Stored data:

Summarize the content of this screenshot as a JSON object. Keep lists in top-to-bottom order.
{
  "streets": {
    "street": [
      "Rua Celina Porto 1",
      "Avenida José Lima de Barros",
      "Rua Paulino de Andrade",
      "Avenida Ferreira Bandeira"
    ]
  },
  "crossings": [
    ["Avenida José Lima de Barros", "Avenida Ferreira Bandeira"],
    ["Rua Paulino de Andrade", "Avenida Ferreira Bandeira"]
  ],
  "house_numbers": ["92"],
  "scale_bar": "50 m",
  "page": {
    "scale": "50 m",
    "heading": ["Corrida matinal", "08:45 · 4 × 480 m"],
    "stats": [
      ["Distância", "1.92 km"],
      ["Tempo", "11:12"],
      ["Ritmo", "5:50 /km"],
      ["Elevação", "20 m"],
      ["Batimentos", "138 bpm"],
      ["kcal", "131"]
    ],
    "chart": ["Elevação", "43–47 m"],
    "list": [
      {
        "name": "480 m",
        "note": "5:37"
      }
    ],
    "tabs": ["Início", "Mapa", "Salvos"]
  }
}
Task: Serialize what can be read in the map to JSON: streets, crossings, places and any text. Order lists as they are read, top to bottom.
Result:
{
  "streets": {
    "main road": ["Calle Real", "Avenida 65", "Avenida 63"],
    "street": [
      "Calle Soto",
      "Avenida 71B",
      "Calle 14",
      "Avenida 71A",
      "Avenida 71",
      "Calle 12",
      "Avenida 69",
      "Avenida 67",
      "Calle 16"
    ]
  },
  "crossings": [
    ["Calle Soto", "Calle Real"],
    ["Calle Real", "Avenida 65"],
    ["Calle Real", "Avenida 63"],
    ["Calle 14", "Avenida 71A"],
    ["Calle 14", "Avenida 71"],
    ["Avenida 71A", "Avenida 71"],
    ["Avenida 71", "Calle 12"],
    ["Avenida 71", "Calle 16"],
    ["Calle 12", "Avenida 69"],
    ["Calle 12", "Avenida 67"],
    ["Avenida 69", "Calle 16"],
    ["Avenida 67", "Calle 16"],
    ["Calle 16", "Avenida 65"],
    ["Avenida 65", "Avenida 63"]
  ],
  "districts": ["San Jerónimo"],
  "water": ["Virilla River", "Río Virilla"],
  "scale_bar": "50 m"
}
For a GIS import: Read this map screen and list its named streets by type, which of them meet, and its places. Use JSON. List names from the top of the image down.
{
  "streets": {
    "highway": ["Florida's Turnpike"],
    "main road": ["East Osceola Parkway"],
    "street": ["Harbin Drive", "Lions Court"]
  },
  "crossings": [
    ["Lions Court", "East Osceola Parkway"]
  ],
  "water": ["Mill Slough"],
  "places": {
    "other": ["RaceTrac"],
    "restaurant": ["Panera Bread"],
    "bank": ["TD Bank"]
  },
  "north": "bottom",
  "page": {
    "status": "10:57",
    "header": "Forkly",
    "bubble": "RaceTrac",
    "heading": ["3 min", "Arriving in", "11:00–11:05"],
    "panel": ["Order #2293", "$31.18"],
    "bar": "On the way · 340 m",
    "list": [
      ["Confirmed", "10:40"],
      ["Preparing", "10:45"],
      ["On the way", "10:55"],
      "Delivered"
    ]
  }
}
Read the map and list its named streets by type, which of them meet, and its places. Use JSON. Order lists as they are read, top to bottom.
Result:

| Try it |
Say, as a bare number, how many lines of the data hold the string "they".

| Result of this exercise |
2